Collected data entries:
::::
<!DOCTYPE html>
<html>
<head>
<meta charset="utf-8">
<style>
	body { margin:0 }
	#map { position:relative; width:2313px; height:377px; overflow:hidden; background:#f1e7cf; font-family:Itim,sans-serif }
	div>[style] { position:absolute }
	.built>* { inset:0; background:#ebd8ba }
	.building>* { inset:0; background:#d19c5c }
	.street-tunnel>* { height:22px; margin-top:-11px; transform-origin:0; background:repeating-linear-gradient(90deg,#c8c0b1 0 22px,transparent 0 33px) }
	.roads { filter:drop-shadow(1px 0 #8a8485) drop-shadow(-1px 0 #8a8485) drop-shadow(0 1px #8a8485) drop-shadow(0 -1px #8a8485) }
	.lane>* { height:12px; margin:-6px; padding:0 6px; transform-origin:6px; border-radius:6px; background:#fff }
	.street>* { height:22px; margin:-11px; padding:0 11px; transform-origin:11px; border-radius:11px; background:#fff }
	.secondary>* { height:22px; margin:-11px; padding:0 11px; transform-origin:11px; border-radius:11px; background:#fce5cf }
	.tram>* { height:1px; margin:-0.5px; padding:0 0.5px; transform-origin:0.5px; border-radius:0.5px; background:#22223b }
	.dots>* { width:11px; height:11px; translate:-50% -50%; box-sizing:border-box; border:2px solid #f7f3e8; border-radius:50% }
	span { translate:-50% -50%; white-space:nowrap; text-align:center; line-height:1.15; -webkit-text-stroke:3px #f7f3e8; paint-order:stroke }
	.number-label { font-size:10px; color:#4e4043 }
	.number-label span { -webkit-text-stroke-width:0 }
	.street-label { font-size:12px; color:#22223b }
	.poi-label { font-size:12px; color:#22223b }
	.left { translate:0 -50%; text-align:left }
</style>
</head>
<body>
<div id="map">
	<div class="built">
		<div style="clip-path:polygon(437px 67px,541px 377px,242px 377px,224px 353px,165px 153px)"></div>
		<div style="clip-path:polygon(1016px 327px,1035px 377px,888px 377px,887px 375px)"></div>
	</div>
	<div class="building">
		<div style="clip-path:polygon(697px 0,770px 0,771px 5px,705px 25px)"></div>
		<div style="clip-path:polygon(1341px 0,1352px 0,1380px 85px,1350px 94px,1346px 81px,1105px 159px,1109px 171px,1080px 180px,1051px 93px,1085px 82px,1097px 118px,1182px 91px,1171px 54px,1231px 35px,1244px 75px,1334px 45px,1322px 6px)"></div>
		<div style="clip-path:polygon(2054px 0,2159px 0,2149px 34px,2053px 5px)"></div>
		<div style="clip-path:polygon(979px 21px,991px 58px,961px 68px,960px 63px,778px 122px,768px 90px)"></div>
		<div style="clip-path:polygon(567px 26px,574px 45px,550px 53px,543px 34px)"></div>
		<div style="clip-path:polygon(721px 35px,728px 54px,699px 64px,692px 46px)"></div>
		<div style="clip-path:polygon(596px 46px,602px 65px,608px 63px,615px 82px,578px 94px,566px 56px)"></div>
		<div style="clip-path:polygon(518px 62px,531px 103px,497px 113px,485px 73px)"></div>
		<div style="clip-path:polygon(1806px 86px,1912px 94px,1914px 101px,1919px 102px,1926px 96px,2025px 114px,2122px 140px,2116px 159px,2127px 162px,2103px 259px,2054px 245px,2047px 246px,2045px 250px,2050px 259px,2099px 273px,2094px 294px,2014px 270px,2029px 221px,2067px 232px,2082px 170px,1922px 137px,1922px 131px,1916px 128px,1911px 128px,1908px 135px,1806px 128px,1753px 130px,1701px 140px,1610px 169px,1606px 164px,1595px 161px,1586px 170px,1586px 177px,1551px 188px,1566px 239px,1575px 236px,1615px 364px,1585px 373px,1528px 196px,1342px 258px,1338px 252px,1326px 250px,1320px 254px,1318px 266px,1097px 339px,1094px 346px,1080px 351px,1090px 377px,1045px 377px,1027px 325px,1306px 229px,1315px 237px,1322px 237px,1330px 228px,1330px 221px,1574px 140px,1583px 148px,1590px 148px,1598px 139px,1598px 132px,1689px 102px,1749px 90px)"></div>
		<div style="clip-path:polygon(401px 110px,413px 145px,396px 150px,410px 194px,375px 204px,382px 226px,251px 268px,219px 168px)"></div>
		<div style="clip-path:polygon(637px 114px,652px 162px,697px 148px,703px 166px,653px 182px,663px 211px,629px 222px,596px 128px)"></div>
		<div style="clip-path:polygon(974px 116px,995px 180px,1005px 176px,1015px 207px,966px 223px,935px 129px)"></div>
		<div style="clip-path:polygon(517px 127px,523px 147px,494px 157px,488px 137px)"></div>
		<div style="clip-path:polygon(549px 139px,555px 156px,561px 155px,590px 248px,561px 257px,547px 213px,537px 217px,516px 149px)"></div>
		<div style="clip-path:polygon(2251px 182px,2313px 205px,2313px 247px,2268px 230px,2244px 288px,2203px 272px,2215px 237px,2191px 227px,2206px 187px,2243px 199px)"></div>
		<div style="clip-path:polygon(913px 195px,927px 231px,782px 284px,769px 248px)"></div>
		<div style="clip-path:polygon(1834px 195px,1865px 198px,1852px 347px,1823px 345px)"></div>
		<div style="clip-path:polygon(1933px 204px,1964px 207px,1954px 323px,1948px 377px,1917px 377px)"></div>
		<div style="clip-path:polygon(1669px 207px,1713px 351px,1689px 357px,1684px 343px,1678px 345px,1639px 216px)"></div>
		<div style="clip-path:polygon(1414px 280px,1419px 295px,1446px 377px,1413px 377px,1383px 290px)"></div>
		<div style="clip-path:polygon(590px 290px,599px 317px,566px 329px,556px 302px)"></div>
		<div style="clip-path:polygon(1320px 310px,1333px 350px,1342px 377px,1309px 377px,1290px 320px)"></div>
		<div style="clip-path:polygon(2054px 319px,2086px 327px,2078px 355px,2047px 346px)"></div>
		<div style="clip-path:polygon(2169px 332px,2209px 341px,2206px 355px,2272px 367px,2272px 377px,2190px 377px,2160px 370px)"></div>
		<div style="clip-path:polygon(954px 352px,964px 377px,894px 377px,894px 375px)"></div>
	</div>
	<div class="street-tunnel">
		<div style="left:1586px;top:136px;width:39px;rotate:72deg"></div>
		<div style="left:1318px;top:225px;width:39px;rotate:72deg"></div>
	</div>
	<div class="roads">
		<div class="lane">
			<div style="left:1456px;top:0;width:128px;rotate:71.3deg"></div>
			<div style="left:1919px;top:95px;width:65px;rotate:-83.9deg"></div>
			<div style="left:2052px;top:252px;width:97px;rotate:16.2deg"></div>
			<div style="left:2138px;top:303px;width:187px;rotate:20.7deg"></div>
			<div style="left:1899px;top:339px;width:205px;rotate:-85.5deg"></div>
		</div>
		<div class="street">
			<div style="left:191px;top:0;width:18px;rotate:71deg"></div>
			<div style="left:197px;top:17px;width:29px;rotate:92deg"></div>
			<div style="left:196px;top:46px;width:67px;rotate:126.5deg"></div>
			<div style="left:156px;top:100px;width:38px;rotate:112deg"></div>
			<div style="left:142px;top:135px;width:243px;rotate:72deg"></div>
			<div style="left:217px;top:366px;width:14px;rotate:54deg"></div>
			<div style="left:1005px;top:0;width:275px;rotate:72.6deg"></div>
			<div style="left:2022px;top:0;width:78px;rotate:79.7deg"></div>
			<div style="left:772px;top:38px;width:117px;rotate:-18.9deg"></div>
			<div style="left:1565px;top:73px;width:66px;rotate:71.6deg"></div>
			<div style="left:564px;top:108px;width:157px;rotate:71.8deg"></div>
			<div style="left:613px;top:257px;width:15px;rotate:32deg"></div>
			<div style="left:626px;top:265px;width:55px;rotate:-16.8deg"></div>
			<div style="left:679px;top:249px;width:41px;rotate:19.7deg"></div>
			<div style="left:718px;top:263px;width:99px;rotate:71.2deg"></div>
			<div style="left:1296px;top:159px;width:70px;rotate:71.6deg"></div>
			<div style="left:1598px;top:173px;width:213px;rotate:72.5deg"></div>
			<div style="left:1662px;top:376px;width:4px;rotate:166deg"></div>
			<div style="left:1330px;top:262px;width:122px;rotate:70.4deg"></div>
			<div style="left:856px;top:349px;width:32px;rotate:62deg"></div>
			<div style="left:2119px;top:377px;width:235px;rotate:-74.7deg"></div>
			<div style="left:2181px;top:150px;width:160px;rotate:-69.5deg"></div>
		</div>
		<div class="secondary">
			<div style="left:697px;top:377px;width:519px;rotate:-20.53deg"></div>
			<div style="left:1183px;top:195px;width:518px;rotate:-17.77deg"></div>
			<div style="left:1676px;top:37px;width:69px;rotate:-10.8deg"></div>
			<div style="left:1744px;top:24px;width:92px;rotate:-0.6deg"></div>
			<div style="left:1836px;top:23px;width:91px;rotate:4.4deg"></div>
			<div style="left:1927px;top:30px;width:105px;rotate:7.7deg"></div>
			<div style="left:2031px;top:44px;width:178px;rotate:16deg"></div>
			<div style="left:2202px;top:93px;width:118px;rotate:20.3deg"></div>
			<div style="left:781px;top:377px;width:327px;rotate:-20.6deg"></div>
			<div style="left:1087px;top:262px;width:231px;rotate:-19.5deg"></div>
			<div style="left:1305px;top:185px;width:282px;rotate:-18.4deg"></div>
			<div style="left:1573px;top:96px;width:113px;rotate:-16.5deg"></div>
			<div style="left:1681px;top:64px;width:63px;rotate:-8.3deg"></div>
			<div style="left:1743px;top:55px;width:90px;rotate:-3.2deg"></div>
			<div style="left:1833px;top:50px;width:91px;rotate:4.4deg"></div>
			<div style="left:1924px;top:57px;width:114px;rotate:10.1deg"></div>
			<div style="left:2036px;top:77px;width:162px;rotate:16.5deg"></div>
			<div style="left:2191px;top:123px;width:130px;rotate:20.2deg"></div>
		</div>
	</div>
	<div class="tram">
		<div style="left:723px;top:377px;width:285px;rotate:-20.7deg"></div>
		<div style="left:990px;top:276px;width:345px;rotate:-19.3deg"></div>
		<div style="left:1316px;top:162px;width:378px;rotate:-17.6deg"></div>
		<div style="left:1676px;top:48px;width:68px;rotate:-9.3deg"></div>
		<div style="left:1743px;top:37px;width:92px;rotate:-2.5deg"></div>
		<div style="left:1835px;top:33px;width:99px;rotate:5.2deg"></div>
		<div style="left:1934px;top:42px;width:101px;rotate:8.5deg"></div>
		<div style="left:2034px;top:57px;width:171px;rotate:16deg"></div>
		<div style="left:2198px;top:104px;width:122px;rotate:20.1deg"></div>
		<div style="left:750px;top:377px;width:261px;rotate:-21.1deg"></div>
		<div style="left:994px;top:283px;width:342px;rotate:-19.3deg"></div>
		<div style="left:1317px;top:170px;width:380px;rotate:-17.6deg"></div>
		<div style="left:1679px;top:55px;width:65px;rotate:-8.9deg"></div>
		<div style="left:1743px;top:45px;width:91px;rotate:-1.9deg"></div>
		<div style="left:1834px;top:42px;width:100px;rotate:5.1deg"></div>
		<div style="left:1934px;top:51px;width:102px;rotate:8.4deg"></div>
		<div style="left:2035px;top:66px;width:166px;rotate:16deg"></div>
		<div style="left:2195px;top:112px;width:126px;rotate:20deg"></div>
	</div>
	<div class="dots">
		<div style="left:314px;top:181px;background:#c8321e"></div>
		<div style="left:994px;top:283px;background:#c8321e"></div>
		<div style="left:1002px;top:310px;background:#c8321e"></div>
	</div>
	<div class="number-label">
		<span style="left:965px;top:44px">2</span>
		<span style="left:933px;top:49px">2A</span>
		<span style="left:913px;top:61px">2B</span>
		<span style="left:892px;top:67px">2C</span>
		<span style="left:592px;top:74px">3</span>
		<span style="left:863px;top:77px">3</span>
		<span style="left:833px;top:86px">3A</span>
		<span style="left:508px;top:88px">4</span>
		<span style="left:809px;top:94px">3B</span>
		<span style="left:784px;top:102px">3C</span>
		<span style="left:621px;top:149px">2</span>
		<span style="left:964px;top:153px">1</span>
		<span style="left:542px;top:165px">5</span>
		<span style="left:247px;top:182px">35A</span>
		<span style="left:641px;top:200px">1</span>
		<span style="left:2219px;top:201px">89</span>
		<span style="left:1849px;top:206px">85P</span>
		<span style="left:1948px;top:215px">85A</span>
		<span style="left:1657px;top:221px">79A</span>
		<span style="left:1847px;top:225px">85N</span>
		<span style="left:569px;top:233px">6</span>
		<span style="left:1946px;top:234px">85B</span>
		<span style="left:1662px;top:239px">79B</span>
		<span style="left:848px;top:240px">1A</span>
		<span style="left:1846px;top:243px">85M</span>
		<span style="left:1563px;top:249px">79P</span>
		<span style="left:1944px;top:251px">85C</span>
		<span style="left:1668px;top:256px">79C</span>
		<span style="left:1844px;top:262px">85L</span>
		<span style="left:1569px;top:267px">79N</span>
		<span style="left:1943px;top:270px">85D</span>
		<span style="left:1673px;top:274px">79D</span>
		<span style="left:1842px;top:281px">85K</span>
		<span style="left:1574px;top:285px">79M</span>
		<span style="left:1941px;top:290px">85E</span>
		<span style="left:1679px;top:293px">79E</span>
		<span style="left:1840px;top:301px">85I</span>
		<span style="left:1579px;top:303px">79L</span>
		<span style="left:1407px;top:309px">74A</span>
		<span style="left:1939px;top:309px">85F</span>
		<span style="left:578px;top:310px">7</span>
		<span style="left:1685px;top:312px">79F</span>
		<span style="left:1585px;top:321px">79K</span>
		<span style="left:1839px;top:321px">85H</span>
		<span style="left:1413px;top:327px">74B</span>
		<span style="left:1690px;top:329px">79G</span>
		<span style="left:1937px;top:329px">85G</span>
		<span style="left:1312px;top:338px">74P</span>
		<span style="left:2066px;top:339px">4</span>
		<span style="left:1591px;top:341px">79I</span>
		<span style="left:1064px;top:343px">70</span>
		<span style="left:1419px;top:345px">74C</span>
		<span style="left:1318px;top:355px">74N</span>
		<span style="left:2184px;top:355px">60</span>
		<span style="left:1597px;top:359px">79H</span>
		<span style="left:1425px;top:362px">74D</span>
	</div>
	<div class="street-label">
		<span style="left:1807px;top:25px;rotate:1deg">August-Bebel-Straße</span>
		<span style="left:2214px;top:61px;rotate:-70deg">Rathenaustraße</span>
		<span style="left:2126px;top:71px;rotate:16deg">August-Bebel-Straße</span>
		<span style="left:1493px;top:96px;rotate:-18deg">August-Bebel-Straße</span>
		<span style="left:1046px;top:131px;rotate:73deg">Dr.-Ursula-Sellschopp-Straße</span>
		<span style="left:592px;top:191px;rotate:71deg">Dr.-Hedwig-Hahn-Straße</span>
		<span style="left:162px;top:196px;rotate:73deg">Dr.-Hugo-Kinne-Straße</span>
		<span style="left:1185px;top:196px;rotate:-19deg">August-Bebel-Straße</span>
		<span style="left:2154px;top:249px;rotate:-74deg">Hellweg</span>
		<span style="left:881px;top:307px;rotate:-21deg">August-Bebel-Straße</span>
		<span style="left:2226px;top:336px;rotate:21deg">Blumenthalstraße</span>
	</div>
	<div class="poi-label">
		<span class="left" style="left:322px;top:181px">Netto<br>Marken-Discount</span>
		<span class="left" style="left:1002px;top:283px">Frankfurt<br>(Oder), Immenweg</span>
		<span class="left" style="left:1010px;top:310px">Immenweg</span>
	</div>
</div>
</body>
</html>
::::
#### WHAT IS NEEDED
Can you write out the lines above, from the first one through the one containing "filter:drop-shadow(1px 0 #8a8485)", exactly as they appear and nothing more?

#### ANSWER TO THIS EXERCISE
<!DOCTYPE html>
<html>
<head>
<meta charset="utf-8">
<style>
	body { margin:0 }
	#map { position:relative; width:2313px; height:377px; overflow:hidden; background:#f1e7cf; font-family:Itim,sans-serif }
	div>[style] { position:absolute }
	.built>* { inset:0; background:#ebd8ba }
	.building>* { inset:0; background:#d19c5c }
	.street-tunnel>* { height:22px; margin-top:-11px; transform-origin:0; background:repeating-linear-gradient(90deg,#c8c0b1 0 22px,transparent 0 33px) }
	.roads { filter:drop-shadow(1px 0 #8a8485) drop-shadow(-1px 0 #8a8485) drop-shadow(0 1px #8a8485) drop-shadow(0 -1px #8a8485) }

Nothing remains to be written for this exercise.